Trauma affects everyone at some point during the course of a lifetime.
At the end of a person’s life, there are increased feelings of vulnerability, unknowns, and pain– especially when faced with chronic illness and other stressors. During this time, trauma can resurface or is created anew for both patients and loved ones. Unresolved trauma and PTSD can appear for the first time, triggered by physical changes, grief and loss of a loved one, or losing previously-maintained control and independence, among others.
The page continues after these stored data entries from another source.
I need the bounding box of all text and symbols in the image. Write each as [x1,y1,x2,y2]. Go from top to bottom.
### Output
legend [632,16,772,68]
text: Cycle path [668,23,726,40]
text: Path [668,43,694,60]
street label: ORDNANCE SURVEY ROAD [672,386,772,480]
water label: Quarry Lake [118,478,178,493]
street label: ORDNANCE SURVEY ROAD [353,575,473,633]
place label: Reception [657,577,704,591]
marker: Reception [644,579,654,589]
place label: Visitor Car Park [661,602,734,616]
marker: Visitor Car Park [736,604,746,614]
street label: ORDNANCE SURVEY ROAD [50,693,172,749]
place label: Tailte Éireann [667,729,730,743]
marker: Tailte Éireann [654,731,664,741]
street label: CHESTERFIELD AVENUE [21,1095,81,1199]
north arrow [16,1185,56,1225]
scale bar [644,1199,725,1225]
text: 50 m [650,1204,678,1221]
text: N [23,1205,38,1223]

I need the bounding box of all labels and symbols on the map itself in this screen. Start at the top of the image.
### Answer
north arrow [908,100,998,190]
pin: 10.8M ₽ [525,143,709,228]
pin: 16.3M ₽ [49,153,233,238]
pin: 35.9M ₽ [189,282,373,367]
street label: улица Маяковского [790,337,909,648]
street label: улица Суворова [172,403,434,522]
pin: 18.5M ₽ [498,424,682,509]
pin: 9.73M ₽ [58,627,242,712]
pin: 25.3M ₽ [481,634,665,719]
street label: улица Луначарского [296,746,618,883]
According to the National Hospice and Palliative Care Organization (NHPCO), “A history of psychological trauma can make managing the symptoms of end-of-life more challenging, as trauma history is associated with post-traumatic stress disorder (PTSD) and higher levels of chronic pain.”
Team members at Hospice of the Northwest provides trauma-informed care for patients and families at the end of life. Leanna Anderson, MSW, LICW, APHSW-C is the Clinical Manager of Counseling Services and Integrative Therapies at Hospice of the Northwest and is a national leading expert of trauma-informed care and is helping to raise awareness through education. Thanks to donors, staff and volunteers at Hospice of the Northwest receive high-quality educational opportunities each year.
“We will be launching our Trauma Champion Workgroup in February. All departments and services will be represented. Our primary goal is to prevent the re-traumatization of patients, their circles of support and our employees,” Leanna explains.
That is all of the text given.